Foule absente pour l'ouverture
Le premier jour du procès n'a pas vraiment drainé les foules. Apparemment parce que l'information n'a pas été largement diffusée dans le public. De nombreuses personnes présentes au tribunal disaient qu'elles l'avaient appris la tenue du procès que peu auparavant. Malgré cela, la petite salle d'audience n°1 du tribunal de Nyamirambo, le plus important quartier populaire de Kigali, était pleine à craquer. Dans l'auditoire se trouvaient notamment le primat de l'église catholique du Rwanda, Mgr Thaddée Ntihinyurwa (archevêque de Kigali), l'évêque de Kabgayi (au centre du pays), Mgr Anastase Mutabazi, des prêtres et des religieuses.

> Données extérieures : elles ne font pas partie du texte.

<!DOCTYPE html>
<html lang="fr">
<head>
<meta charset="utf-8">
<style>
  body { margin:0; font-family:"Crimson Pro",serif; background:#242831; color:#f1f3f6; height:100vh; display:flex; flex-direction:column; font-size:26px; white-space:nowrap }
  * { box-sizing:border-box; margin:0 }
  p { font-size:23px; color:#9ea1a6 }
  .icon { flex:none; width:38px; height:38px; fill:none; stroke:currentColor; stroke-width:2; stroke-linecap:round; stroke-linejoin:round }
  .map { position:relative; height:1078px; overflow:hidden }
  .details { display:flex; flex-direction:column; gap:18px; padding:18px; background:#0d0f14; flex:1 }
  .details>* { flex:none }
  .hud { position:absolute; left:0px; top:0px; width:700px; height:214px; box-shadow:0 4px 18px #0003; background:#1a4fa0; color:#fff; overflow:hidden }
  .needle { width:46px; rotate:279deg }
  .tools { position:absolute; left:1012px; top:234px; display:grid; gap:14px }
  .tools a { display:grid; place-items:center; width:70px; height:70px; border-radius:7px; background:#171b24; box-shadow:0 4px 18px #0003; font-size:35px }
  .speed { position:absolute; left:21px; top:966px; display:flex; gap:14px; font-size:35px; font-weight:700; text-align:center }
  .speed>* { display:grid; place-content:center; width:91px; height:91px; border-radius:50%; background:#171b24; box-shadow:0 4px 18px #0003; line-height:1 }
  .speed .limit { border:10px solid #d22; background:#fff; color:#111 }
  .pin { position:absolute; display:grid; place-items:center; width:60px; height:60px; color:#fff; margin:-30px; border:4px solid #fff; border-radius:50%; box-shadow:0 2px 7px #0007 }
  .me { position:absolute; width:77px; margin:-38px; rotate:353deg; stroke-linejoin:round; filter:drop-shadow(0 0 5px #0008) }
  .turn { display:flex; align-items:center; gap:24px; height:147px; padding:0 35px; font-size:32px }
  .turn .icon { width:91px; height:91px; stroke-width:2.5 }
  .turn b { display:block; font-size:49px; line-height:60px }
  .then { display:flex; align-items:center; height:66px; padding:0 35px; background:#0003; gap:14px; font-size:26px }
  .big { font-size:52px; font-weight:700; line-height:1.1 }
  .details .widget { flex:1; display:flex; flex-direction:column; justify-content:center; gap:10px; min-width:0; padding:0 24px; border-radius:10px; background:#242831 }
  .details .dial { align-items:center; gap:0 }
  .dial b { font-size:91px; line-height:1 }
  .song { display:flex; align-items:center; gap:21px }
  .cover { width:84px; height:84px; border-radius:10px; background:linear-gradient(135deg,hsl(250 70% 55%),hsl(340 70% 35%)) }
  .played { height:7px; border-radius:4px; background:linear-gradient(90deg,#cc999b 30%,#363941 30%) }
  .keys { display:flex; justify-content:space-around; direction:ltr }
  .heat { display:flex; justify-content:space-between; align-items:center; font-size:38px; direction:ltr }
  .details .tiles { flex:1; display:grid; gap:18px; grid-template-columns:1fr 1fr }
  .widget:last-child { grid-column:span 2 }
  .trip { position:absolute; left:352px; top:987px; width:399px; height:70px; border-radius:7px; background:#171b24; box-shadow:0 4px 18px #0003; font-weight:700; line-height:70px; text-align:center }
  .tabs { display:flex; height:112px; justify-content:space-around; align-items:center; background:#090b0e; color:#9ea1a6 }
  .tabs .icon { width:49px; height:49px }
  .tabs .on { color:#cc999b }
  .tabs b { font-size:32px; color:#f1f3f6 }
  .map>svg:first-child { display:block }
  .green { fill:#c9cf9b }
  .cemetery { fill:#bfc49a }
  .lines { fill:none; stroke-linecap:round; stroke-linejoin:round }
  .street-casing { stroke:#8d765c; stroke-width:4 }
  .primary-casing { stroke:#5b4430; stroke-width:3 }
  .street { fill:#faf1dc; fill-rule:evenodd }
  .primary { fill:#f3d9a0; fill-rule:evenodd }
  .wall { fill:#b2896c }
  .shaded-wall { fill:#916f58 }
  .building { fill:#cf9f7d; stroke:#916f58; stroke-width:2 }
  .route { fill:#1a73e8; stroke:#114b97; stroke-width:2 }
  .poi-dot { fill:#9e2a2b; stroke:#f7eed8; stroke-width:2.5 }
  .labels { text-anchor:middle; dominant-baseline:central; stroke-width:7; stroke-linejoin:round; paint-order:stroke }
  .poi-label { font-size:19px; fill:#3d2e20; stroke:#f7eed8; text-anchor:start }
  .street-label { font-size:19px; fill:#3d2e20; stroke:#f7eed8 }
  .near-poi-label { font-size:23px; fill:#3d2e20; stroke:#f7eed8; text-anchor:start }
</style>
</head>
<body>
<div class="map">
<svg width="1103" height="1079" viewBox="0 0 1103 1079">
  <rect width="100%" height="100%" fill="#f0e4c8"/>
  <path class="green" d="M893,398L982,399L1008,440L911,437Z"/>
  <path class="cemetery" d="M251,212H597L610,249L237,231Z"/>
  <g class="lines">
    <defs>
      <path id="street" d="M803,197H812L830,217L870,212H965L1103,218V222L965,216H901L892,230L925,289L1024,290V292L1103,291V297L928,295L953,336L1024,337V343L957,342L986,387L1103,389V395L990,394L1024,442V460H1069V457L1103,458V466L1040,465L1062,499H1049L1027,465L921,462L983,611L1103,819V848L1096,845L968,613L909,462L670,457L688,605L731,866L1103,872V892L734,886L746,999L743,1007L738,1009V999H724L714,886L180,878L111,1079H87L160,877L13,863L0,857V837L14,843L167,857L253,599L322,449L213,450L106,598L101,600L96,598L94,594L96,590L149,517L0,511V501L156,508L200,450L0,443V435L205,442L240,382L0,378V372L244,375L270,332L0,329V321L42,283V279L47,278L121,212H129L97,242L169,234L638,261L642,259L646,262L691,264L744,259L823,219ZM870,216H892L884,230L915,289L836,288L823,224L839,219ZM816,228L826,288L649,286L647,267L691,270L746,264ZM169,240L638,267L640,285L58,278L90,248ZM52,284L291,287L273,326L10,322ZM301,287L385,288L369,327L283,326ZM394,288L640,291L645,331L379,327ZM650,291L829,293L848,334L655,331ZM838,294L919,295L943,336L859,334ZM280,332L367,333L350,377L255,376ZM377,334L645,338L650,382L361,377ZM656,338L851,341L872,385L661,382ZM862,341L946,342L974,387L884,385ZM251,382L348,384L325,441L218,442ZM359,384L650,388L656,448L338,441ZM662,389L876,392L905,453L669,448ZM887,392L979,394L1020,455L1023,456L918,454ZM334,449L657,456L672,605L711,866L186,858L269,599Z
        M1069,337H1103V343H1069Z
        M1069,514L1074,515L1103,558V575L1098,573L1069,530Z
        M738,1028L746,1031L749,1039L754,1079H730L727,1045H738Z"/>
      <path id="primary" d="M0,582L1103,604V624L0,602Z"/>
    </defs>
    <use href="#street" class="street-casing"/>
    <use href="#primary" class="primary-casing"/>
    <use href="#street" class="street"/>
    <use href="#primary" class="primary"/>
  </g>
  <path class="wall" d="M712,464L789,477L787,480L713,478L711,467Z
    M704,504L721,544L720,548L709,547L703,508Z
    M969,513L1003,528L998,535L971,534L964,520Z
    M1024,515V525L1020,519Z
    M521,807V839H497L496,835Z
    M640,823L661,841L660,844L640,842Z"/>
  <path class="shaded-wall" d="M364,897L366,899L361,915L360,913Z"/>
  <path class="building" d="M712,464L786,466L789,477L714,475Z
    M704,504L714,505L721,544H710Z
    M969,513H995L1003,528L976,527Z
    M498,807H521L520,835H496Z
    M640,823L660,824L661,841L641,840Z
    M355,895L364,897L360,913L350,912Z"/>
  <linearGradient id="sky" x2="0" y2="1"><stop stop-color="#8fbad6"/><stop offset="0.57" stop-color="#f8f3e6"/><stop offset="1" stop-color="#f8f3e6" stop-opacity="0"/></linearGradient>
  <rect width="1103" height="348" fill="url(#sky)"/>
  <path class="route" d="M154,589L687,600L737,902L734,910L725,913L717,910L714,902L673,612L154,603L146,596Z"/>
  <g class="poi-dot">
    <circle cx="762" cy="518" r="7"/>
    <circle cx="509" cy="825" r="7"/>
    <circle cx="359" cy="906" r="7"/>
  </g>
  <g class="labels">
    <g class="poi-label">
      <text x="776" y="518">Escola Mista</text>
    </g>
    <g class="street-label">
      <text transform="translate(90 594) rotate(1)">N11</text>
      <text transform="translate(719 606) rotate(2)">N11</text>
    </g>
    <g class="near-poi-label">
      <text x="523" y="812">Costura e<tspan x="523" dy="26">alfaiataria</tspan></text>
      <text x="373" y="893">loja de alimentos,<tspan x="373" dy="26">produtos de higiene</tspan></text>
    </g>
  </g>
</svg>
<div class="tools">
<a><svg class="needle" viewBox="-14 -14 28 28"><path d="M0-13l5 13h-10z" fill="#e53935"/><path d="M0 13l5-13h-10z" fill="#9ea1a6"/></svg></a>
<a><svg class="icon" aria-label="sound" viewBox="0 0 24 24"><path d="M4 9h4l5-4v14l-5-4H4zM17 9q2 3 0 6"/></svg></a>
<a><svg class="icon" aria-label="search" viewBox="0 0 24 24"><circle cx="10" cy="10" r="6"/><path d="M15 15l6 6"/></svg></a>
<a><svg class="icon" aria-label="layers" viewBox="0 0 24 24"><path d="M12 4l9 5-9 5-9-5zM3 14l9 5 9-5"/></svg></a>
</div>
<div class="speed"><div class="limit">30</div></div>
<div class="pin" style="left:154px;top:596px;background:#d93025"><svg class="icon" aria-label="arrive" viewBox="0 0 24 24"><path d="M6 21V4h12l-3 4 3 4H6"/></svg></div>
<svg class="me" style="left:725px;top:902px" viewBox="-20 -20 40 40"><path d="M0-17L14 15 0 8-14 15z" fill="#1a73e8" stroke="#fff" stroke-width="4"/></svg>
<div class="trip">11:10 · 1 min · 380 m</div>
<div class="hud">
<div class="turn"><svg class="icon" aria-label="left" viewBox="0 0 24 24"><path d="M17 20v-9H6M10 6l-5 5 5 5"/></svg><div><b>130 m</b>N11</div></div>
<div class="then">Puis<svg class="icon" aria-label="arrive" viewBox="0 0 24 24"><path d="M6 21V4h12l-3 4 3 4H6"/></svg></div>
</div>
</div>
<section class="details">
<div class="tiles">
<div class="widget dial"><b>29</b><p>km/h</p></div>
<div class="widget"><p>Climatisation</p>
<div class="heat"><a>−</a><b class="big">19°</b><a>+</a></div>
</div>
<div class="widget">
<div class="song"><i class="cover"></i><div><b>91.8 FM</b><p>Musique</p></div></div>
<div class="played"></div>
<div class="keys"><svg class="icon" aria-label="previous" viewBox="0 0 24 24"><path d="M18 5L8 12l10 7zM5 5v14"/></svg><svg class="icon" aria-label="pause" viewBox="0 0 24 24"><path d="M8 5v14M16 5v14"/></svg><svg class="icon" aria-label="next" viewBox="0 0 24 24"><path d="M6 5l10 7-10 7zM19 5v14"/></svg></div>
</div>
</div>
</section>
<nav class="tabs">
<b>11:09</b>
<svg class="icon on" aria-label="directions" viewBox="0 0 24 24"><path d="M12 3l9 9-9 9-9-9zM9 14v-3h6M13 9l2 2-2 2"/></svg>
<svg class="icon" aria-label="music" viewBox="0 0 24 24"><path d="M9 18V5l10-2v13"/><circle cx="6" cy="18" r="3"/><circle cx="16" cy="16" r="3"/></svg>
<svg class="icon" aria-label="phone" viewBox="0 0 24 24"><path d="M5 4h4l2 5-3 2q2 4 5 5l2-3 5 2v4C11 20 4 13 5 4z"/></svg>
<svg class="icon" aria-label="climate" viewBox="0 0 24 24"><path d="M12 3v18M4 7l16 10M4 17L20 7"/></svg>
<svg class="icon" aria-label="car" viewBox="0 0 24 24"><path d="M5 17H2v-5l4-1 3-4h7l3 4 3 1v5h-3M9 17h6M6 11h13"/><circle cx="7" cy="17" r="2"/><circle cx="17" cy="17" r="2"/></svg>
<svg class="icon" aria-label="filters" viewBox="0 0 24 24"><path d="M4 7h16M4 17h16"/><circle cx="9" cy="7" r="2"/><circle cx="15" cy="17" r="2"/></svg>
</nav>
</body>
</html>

"Puisque Mgr Misago a participé au génocide et l'a dirigé, et parce qu'il n'a pas porté secours aux victimes, nous attendons tous de la justice qu'elle le déclare coupable ou innocent. Il y a des rescapés qui affirment qu'ils l'ont vu et qu'ils lui ont même échappé dans le génocide", a déclaré un ressortissant de Gikongoro rencontré au tribunal. Et une autre dame d'ajouter : "Il faut qu'il soit jugé, que la vérité soit connue et que justice soit rendue à ses victimes". Enfin, un autre spectateur a estimé que parce qu'il s'agit d'une personnalité, "il faudrait qu'il soit pendu publiquement, au stade, comme les Karamira et autres il y a un an".
Aucune mesure de sécurité particulière n'était visible. Mgr Misago s'est présenté devant les juges dans la tenue rose, chemise et short, des détenus rwandais. Le seul signe distinctif de religieux était un gros crucifix pendus sur sa poitrine par une chaîne. Il est assisté par trois avocats, deux Rwandais et un Béninois, tous constitués par lui. Avocat Sans Frontières a aidé la défense en lui procurant un interprète.
Mgr Misago a été arrêté le 14 avril dernier au lieu dit Gitikinyoni, à un barrage militaire à l'entrée de Kigali alors qu'il se rendait à une réunion des évêques catholiques du Rwanda. Le procès reprendra mercredi prochain 25 août.